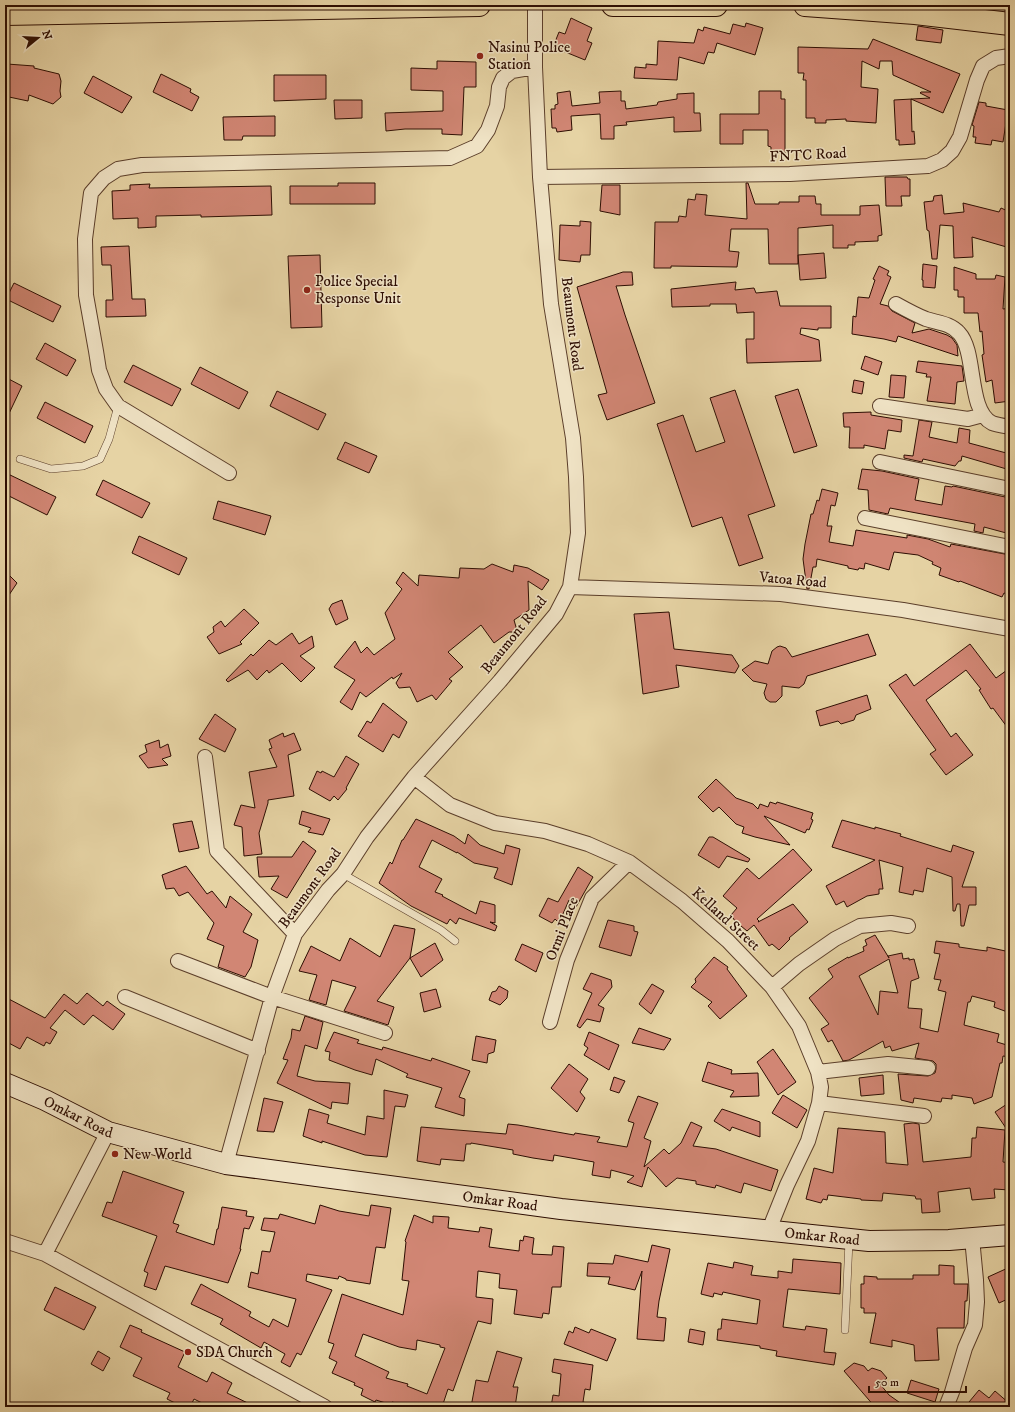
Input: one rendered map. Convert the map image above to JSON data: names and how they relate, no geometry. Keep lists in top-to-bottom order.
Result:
{
  "streets": {
    "street": [
      "FNTC Road",
      "Beaumont Road",
      "Vatoa Road",
      "Kelland Street",
      "Ormi Place",
      "Omkar Road"
    ]
  },
  "crossings": [
    ["FNTC Road", "Beaumont Road"],
    ["Beaumont Road", "Vatoa Road"],
    ["Beaumont Road", "Kelland Street"],
    ["Beaumont Road", "Omkar Road"],
    ["Kelland Street", "Ormi Place"],
    ["Kelland Street", "Omkar Road"]
  ],
  "places": [
    "Nasinu Police Station",
    "Police Special Response Unit",
    "New World",
    "SDA Church"
  ],
  "scale_bar": "50 m",
  "north": "right"
}
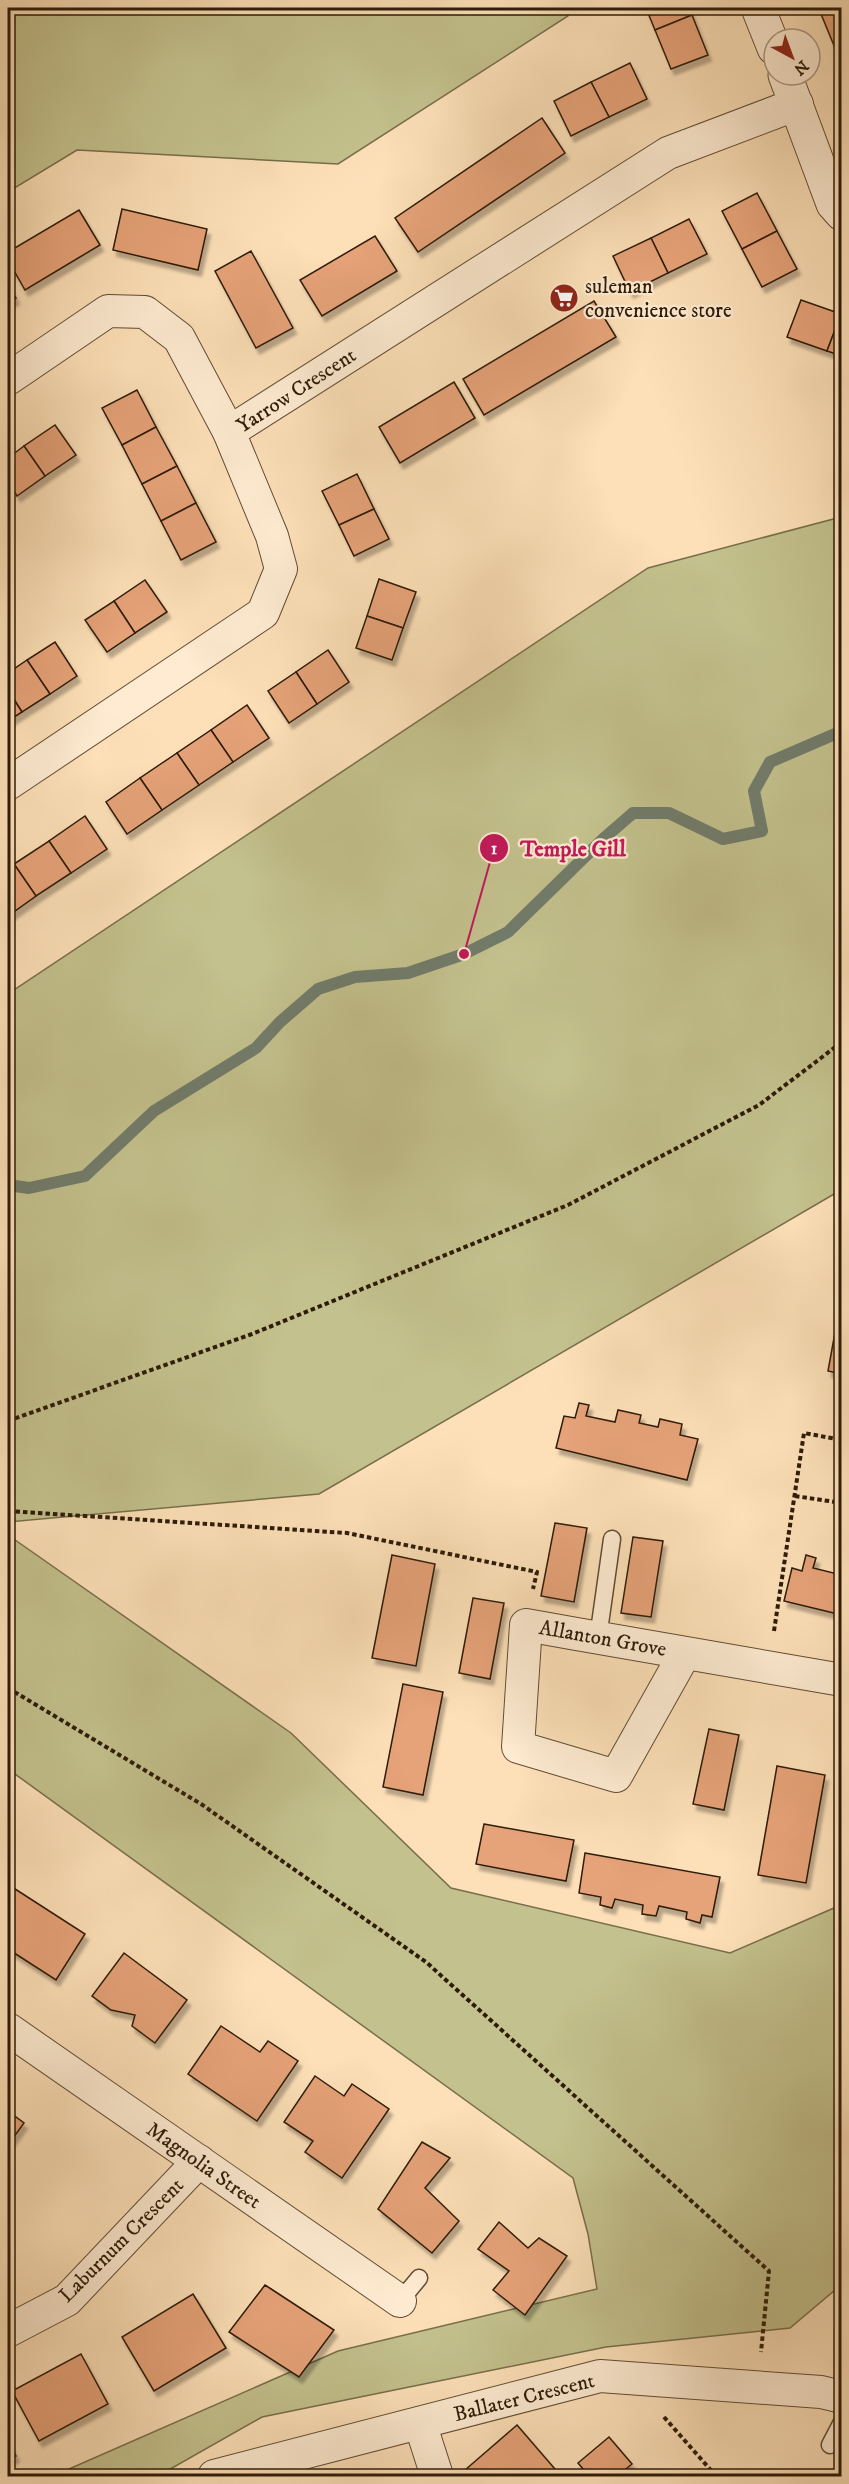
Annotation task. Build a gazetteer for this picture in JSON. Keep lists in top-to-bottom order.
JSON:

------

**What the exercise asks:** Reproduce every line of the records containing the string "Keep".

**Solved problem:**
Input: one rendered map. Convert the map image above to JSON data: names and how they relate, no geometry. Keep lists in top-to-bottom order.
Annotation task. Build a gazetteer for this picture in JSON. Keep lists in top-to-bottom order.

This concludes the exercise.